Suddenly the cozy consensus among elites on immigration is exposed. White American voters started this election cycle with the deadening belief that it was going to be Hillary vs. Jeb in the election, with nary a mention that immigration was even an issue. Flip a coin, because it makes no difference to the big money or anyone else—the politics of oligarchy in action. Someone sent me a cartoon (which I can’t find—please send) of a person who had hanged himself, his feet dangling down in front of a TV screen showing a presidential debate between Jeb and Hillary. Exactly. And in that debate there would be zero questions on immigration—just the way the big media wants it.

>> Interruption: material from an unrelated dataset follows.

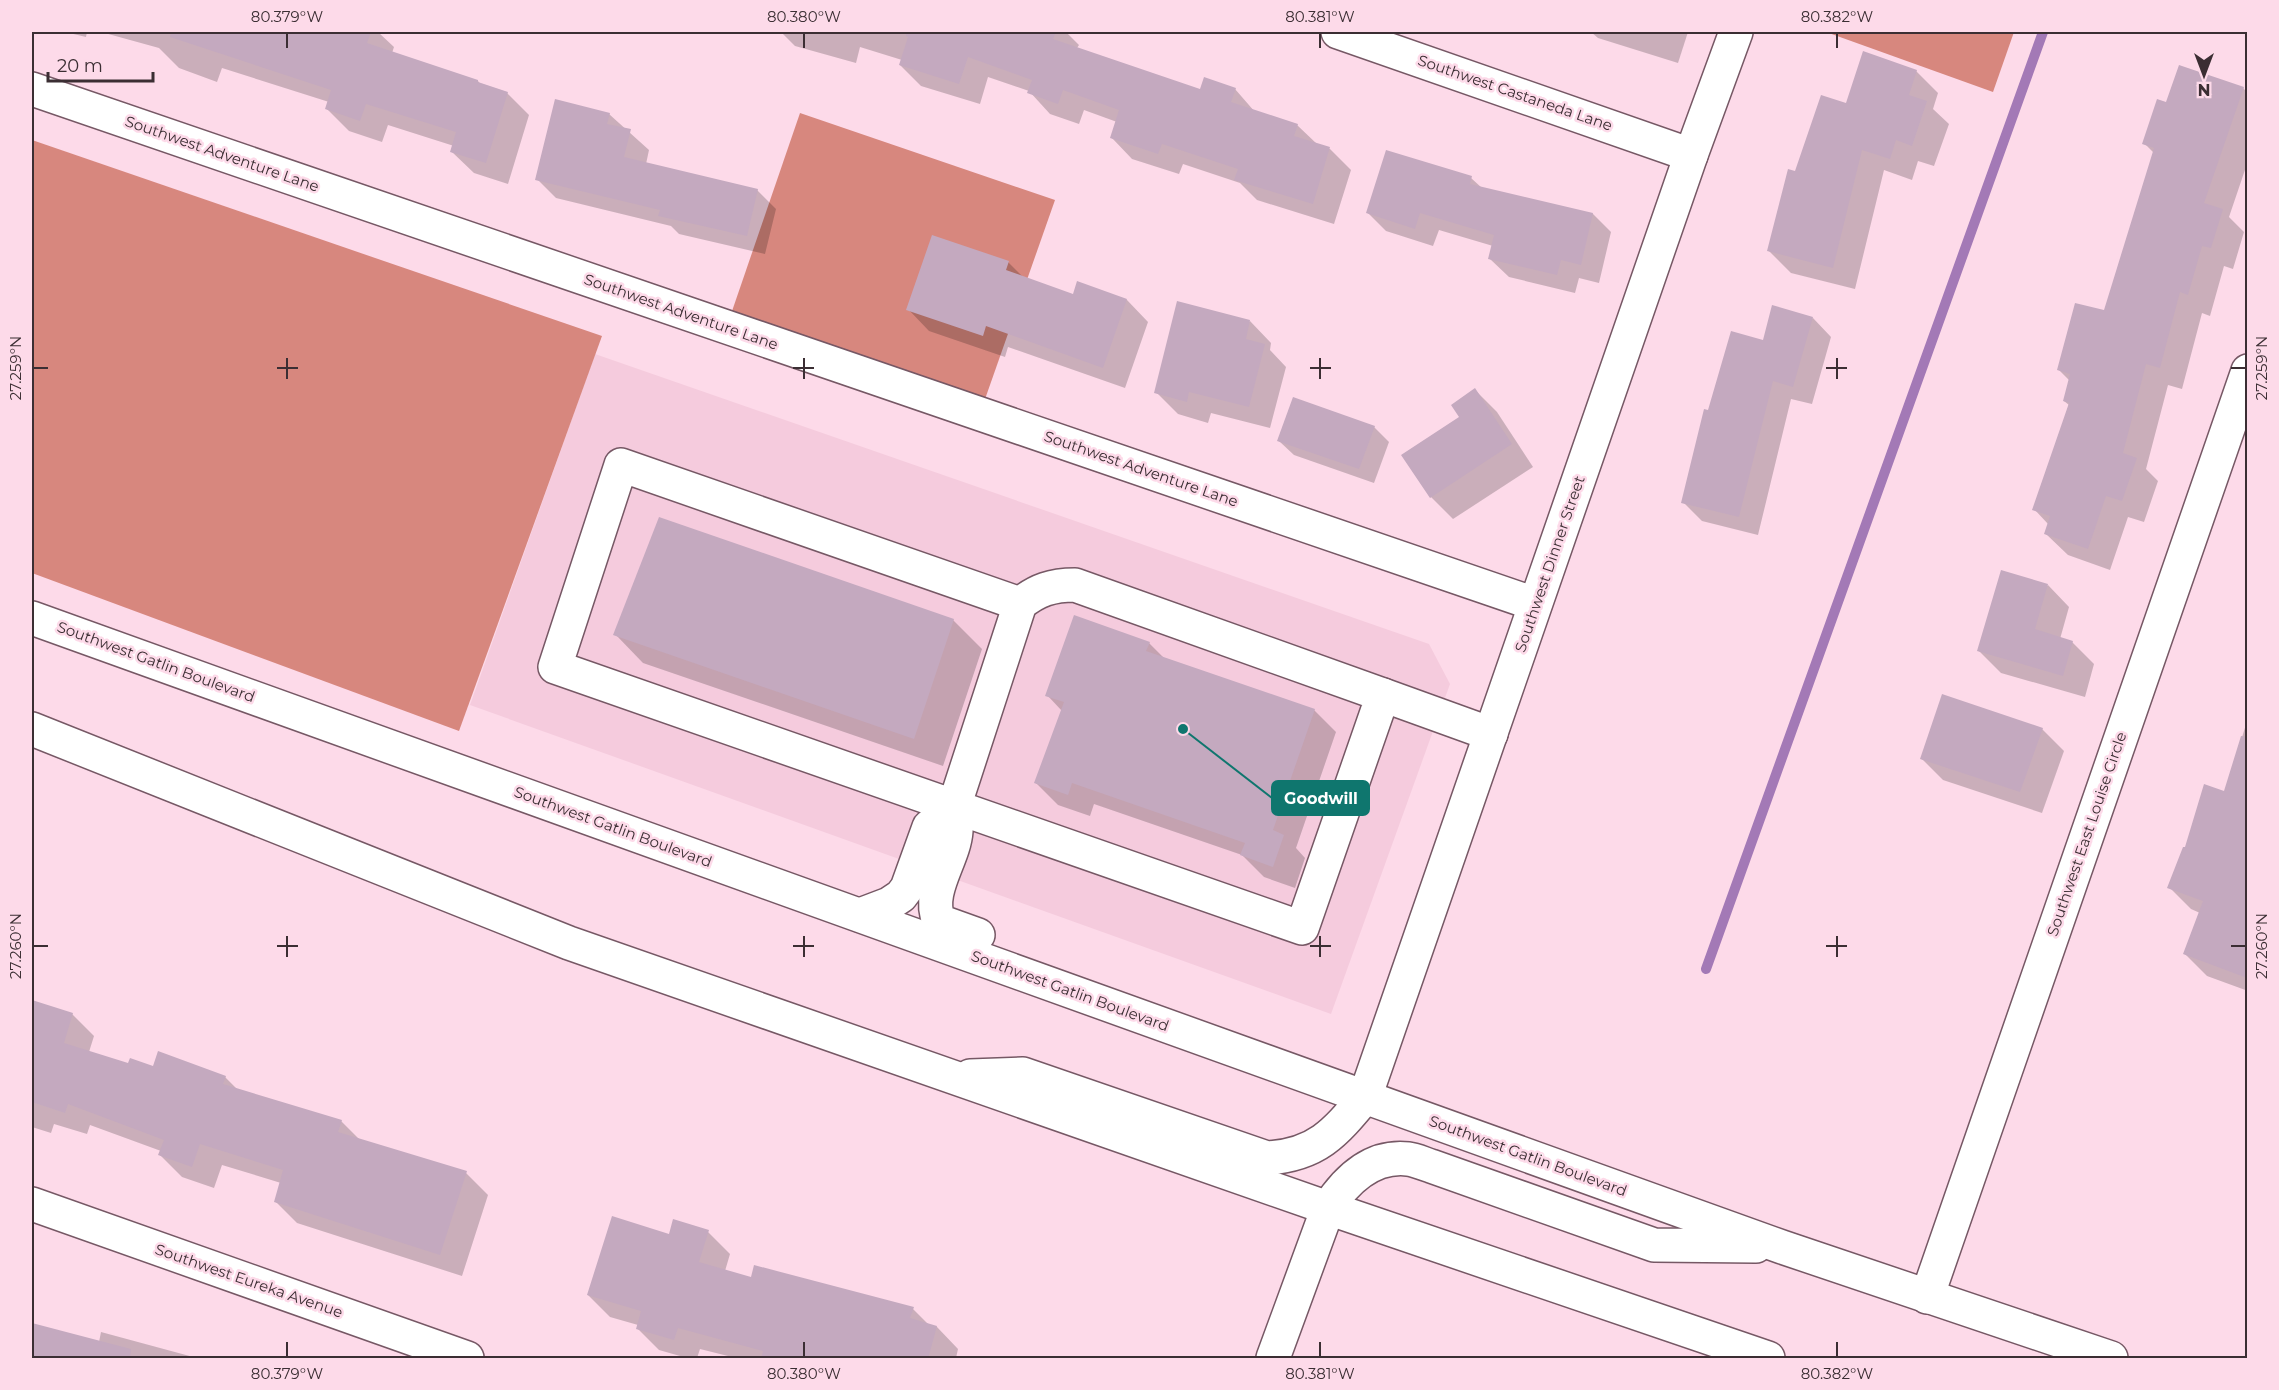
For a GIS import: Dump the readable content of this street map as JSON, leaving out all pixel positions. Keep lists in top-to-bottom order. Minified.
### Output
{"streets":{"main road":["Southwest Castaneda Lane","Southwest Adventure Lane","Southwest Dinner Street","Southwest Gatlin Boulevard","Southwest East Louise Circle","Southwest Eureka Avenue"]},"crossings":[["Southwest Castaneda Lane","Southwest Dinner Street"],["Southwest Adventure Lane","Southwest Dinner Street"],["Southwest Dinner Street","Southwest Gatlin Boulevard"],["Southwest Gatlin Boulevard","Southwest East Louise Circle"]],"places":["Goodwill"],"scale_bar":"20 m","north":"bottom","coordinates":["80.379°W","80.380°W","80.381°W","80.382°W","27.259°N","27.260°N"]}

But now Trump is saying what White Americans have been actually thinking for a very long time. This passage gets at the heart of the issue.

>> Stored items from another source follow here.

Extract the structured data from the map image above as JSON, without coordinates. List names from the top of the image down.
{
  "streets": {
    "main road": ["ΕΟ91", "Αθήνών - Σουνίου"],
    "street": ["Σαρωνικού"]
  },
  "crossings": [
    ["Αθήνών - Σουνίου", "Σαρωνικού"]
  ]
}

Put American Workers First Decades of disastrous trade deals and immigration policies have destroyed our middle class. Today, nearly 40% of black teenagers are unemployed. Nearly 30% of Hispanic teenagers are unemployed. For black Americans without high school diplomas, the bottom has fallen out: more than 70% were employed in 1960, compared to less than 40% in 2000. Across the economy, the percentage of adults in the labor force has collapsed to a level not experienced in generations. As CBS news wrote in a piece entitled “America’s incredible shrinking middle class”: “If the middle-class is the economic backbone of America, then the country is developing osteoporosis.”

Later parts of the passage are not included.